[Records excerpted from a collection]

┌────────

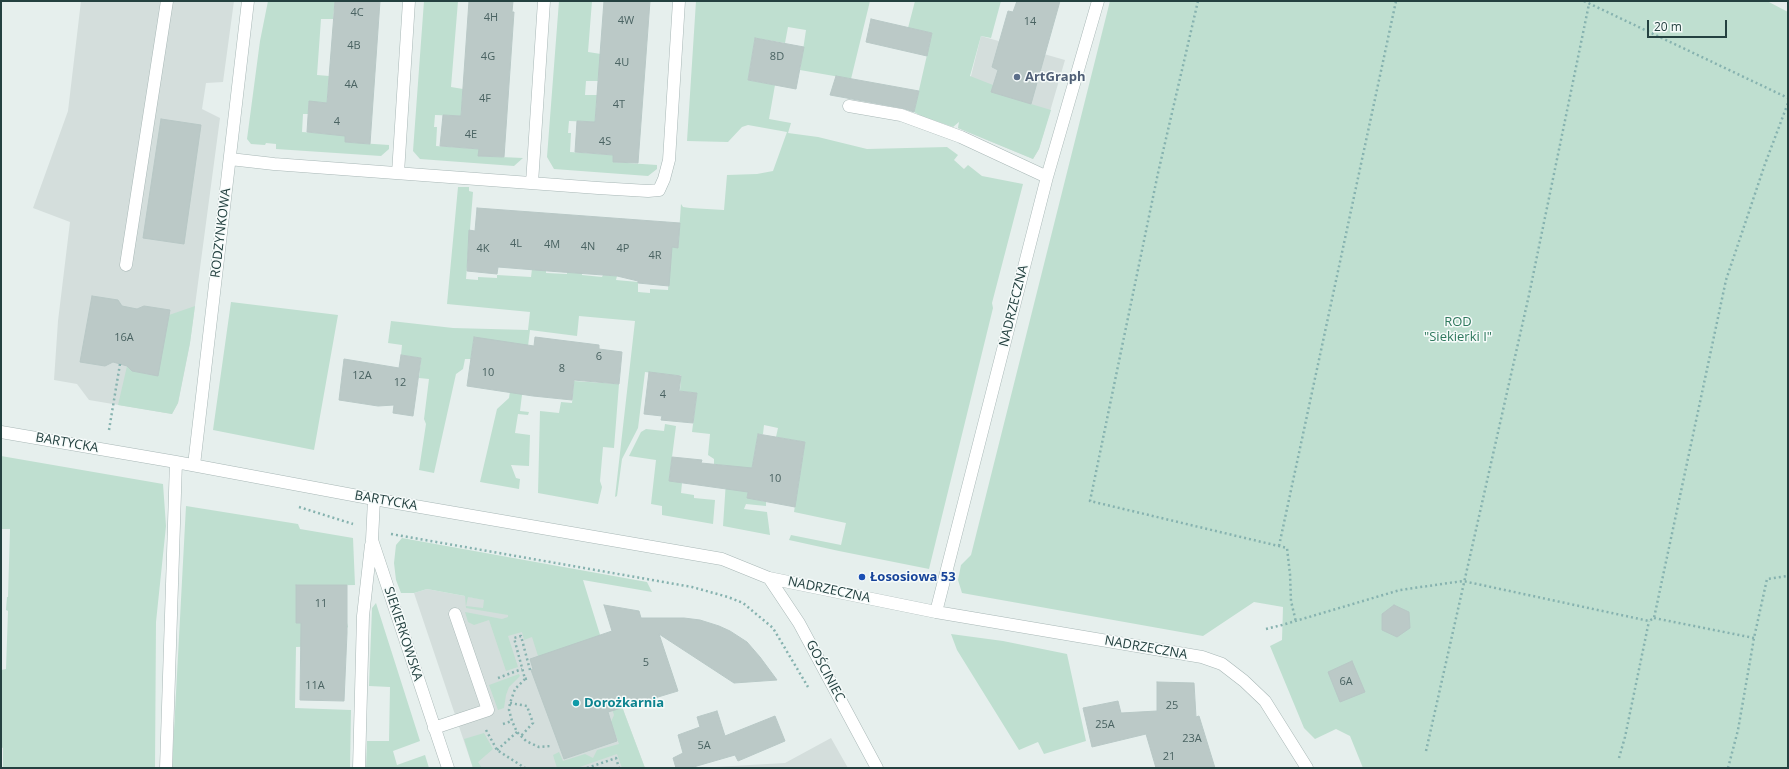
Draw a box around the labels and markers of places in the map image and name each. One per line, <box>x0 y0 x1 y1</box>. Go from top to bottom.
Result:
place label: ArtGraph <box>1025 69 1085 85</box>
marker: ArtGraph <box>1012 72 1022 82</box>
place label: Łososiowa 53 <box>870 569 956 585</box>
marker: Łososiowa 53 <box>857 572 867 582</box>
place label: Dorożkarnia <box>584 695 664 711</box>
marker: Dorożkarnia <box>571 698 581 708</box>

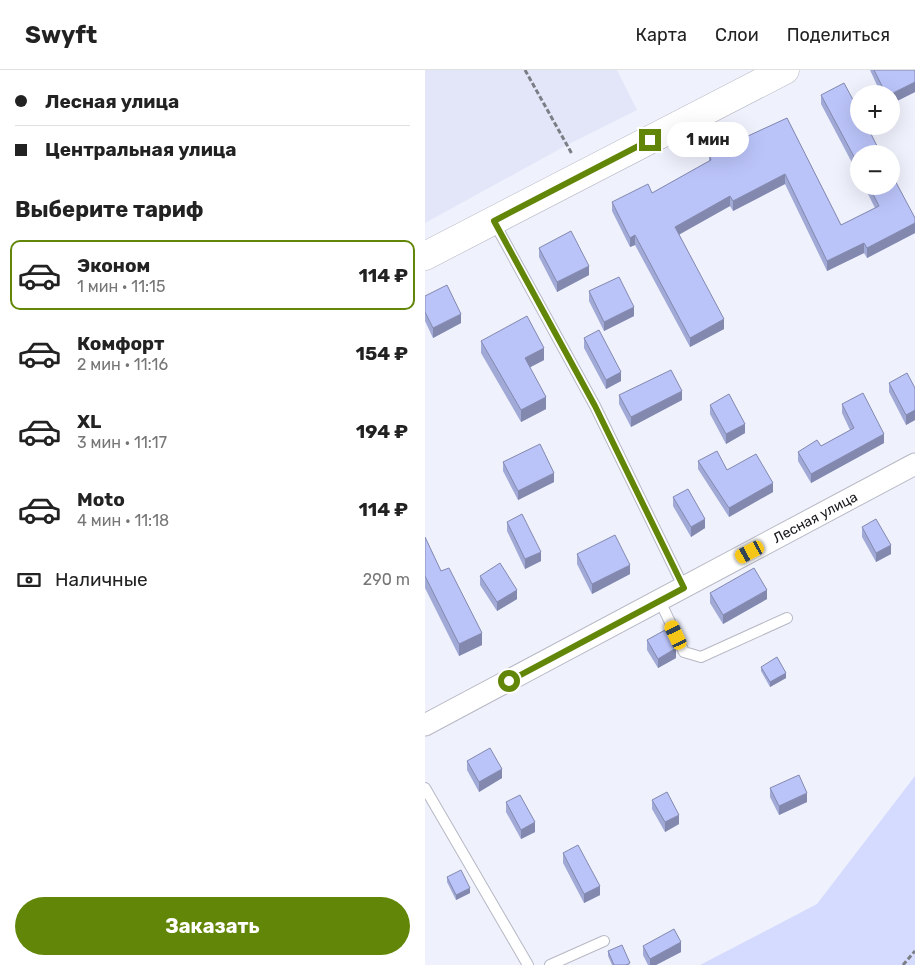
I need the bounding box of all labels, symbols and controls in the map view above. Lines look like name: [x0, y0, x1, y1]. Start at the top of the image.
text: Swyft: [25, 21, 97, 49]
text: Карта: [636, 24, 687, 46]
text: Слои: [715, 24, 759, 46]
text: Поделиться: [787, 24, 890, 46]
map controls: [850, 85, 900, 195]
button: +: [850, 85, 900, 135]
text: Лесная улица: [45, 90, 179, 113]
callout: 1 мин: [667, 122, 750, 158]
route end: [639, 129, 661, 151]
text: 1 мин: [686, 130, 730, 149]
text: Центральная улица: [45, 138, 236, 161]
button: −: [850, 145, 900, 195]
text: Выберите тариф: [15, 196, 204, 223]
icon: car: [17, 253, 62, 298]
text: Эконом: [77, 254, 150, 277]
text: 114 ₽: [358, 264, 408, 287]
text: 1 мин · 11:15: [77, 277, 165, 296]
icon: car: [17, 331, 62, 376]
text: Комфорт: [77, 332, 164, 355]
text: 154 ₽: [356, 342, 408, 365]
text: 2 мин · 11:16: [77, 355, 168, 374]
icon: car: [17, 409, 62, 454]
text: XL: [77, 410, 101, 433]
text: 194 ₽: [356, 420, 408, 443]
text: 3 мин · 11:17: [77, 433, 167, 452]
icon: car: [17, 487, 62, 532]
text: Moto: [77, 488, 125, 511]
street label: Лесная улица: [770, 488, 860, 547]
text: 114 ₽: [358, 498, 408, 521]
text: 4 мин · 11:18: [77, 511, 169, 530]
car: [733, 538, 766, 566]
icon: cash: [15, 566, 43, 594]
text: Наличные: [55, 568, 148, 591]
text: 290 m: [363, 570, 410, 589]
car: [662, 618, 689, 652]
route start: [498, 670, 520, 692]
button: Заказать: [15, 897, 410, 955]

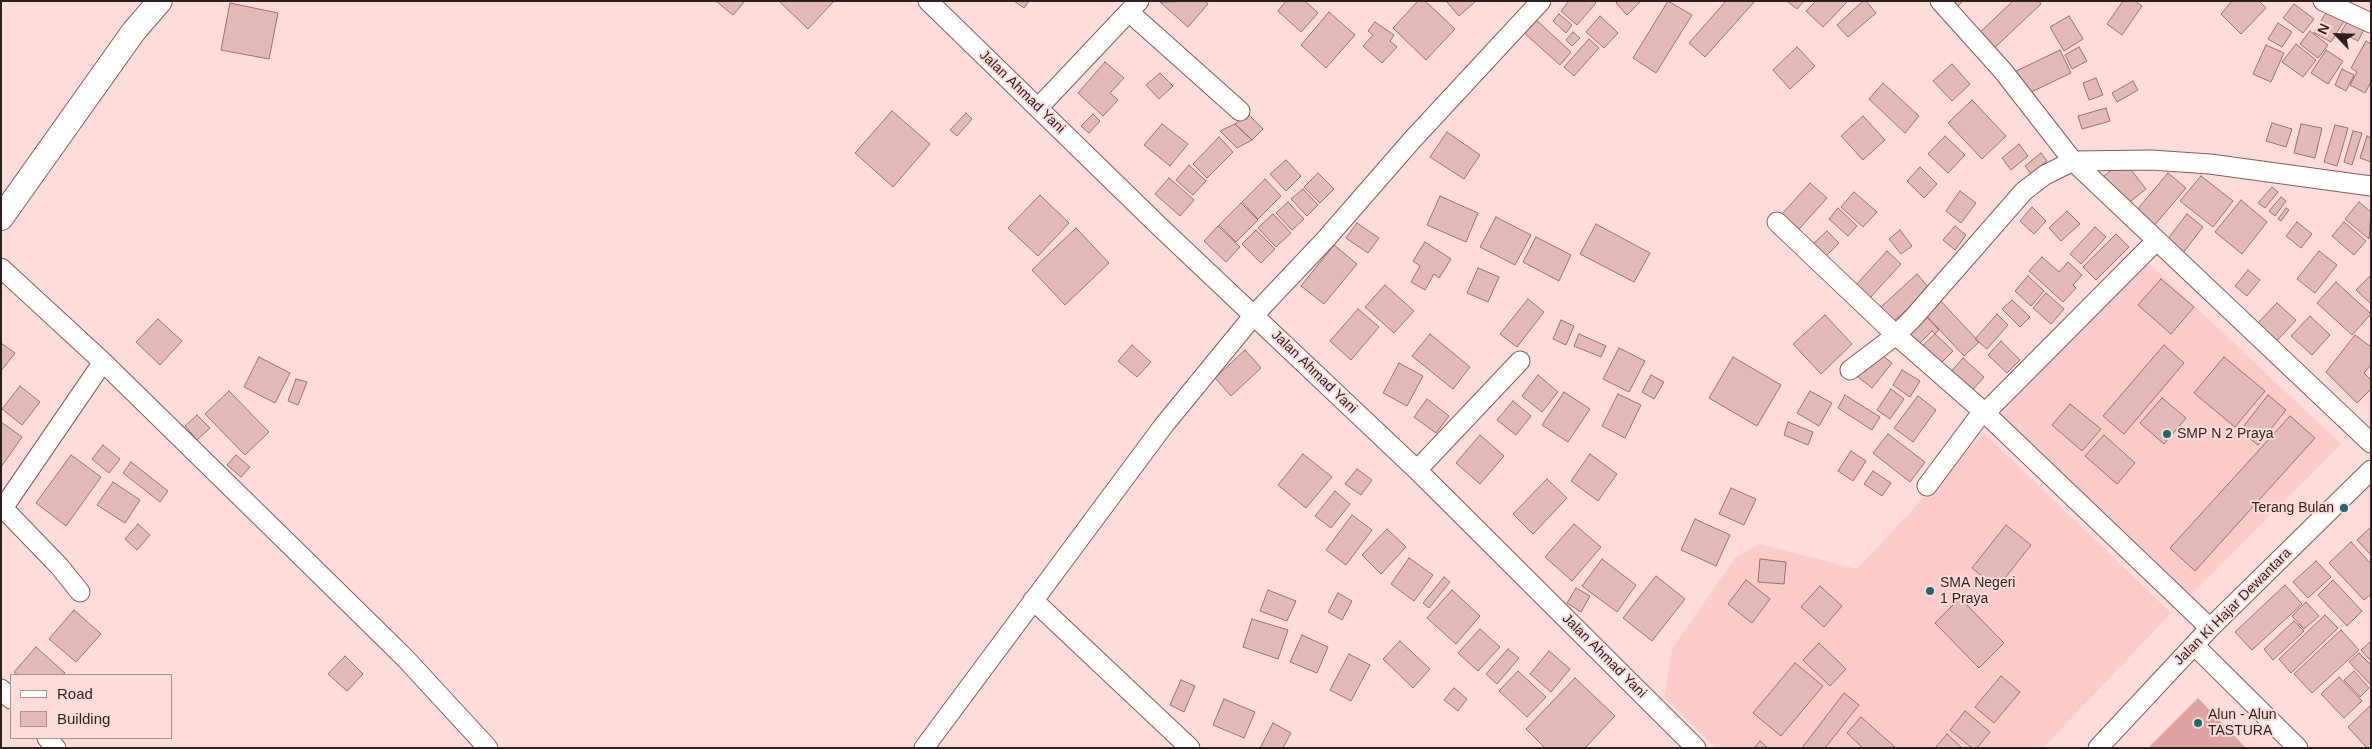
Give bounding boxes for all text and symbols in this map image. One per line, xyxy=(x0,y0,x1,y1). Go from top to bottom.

└────────

**Directions**
In the answer, the entries must appear exactly as above, without the images.

**Reply to the exercise**
Draw a box around the labels and markers of places in the map image and name each. One per line, <box>x0 y0 x1 y1</box>. Go from top to bottom.
Result:
place label: ArtGraph <box>1025 69 1085 85</box>
marker: ArtGraph <box>1012 72 1022 82</box>
place label: Łososiowa 53 <box>870 569 956 585</box>
marker: Łososiowa 53 <box>857 572 867 582</box>
place label: Dorożkarnia <box>584 695 664 711</box>
marker: Dorożkarnia <box>571 698 581 708</box>

I need the bounding box of all labels, symbols and controls in the map view above. Lines look like name: [x0, y0, x1, y1]. Start at the top of the image.
text: Swyft: [25, 21, 97, 49]
text: Карта: [636, 24, 687, 46]
text: Слои: [715, 24, 759, 46]
text: Поделиться: [787, 24, 890, 46]
map controls: [850, 85, 900, 195]
button: +: [850, 85, 900, 135]
text: Лесная улица: [45, 90, 179, 113]
callout: 1 мин: [667, 122, 750, 158]
route end: [639, 129, 661, 151]
text: 1 мин: [686, 130, 730, 149]
text: Центральная улица: [45, 138, 236, 161]
button: −: [850, 145, 900, 195]
text: Выберите тариф: [15, 196, 204, 223]
icon: car: [17, 253, 62, 298]
text: Эконом: [77, 254, 150, 277]
text: 114 ₽: [358, 264, 408, 287]
text: 1 мин · 11:15: [77, 277, 165, 296]
icon: car: [17, 331, 62, 376]
text: Комфорт: [77, 332, 164, 355]
text: 154 ₽: [356, 342, 408, 365]
text: 2 мин · 11:16: [77, 355, 168, 374]
icon: car: [17, 409, 62, 454]
text: XL: [77, 410, 101, 433]
text: 194 ₽: [356, 420, 408, 443]
text: 3 мин · 11:17: [77, 433, 167, 452]
icon: car: [17, 487, 62, 532]
text: Moto: [77, 488, 125, 511]
street label: Лесная улица: [770, 488, 860, 547]
text: 114 ₽: [358, 498, 408, 521]
text: 4 мин · 11:18: [77, 511, 169, 530]
car: [733, 538, 766, 566]
icon: cash: [15, 566, 43, 594]
text: Наличные: [55, 568, 148, 591]
text: 290 m: [363, 570, 410, 589]
car: [662, 618, 689, 652]
route start: [498, 670, 520, 692]
button: Заказать: [15, 897, 410, 955]

Give bounding boxes for all text and symbols in this map image. One per line, xyxy=(x0,y0,x1,y1). Go from top to bottom.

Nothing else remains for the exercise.